What you should do
Scan the data below and give the number of lines that include the word "Muuntajantie", with no other words.

[Dataset entries]
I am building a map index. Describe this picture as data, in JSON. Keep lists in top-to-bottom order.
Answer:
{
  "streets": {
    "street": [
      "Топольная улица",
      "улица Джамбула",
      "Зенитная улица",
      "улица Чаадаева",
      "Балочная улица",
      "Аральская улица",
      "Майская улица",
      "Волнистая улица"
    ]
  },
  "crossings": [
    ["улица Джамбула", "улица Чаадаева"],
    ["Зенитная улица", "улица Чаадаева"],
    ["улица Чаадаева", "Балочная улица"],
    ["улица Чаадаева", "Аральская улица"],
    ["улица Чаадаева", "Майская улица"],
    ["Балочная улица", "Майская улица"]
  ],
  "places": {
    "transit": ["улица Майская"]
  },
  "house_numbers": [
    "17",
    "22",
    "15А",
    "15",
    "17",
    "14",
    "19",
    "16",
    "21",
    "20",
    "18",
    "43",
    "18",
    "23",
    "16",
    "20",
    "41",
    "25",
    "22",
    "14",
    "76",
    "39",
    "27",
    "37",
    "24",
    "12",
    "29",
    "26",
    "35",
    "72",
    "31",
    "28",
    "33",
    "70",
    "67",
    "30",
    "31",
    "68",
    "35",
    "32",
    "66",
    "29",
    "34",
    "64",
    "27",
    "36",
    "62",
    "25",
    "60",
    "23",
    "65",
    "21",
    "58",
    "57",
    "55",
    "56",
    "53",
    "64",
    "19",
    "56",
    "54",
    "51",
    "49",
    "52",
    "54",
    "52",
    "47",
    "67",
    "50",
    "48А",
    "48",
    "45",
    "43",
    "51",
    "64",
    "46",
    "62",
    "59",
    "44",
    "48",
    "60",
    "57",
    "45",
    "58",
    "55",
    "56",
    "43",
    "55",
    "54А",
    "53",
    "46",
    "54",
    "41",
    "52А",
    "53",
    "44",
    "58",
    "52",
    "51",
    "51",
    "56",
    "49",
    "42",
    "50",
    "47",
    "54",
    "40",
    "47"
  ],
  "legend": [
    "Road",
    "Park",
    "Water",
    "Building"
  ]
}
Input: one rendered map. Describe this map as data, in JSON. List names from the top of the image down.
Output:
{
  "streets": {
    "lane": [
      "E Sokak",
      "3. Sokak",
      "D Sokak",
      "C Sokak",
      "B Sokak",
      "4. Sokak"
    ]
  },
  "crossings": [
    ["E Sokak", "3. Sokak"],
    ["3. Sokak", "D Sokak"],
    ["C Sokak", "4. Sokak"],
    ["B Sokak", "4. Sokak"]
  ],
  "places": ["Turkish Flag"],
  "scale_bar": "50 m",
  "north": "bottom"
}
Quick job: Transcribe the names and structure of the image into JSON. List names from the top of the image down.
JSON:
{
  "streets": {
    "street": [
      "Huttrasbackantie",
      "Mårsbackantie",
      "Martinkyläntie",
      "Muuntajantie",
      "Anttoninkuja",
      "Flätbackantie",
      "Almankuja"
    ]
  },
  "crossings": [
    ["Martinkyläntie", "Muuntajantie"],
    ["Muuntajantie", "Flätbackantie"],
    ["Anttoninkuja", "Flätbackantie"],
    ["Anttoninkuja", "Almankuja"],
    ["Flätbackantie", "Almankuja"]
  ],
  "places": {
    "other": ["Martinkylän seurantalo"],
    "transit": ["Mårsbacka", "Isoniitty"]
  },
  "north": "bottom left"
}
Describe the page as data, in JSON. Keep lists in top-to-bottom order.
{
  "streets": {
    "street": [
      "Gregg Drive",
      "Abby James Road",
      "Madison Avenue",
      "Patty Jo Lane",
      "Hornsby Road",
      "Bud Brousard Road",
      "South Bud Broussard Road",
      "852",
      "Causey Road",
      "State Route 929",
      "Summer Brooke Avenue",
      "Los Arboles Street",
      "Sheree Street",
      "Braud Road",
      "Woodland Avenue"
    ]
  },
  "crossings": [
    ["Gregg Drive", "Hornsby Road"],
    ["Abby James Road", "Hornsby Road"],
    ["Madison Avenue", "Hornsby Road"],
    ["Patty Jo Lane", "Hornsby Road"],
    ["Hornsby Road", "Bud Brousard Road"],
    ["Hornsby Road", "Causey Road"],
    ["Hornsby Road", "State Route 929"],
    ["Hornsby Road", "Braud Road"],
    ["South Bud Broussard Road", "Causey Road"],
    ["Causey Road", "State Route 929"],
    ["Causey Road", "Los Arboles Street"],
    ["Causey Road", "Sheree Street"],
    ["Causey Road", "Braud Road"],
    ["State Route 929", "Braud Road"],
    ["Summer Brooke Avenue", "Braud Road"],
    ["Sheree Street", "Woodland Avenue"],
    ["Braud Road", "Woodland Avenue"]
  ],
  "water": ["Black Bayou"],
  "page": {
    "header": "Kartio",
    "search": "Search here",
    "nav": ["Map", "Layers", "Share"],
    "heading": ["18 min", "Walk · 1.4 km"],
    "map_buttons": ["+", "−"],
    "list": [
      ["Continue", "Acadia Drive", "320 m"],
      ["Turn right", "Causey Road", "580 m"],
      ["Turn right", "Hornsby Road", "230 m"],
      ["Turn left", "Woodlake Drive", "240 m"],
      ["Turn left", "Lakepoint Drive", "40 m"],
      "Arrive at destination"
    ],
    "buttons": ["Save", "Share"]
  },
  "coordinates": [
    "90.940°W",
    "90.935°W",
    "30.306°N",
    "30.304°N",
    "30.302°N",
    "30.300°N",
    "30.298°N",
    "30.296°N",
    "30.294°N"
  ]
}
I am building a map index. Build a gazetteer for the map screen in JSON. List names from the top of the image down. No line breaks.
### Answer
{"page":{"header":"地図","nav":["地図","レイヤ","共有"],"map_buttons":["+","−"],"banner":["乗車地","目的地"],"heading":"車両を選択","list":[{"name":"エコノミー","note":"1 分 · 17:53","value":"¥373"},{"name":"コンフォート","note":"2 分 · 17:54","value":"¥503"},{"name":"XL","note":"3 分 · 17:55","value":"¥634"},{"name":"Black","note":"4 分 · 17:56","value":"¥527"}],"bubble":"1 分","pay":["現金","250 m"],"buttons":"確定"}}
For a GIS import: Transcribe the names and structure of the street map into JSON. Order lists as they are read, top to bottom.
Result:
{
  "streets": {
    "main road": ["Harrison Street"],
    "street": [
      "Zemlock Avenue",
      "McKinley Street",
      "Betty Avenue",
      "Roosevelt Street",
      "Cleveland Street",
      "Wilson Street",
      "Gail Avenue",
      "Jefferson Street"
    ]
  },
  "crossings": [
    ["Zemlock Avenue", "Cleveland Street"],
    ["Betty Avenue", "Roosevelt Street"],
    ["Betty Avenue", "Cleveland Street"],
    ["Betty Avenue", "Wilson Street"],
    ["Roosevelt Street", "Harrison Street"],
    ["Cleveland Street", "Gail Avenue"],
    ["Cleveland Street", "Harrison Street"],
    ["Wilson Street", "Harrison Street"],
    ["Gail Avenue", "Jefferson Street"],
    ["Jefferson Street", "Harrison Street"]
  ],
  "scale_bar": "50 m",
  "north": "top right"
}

Response below
3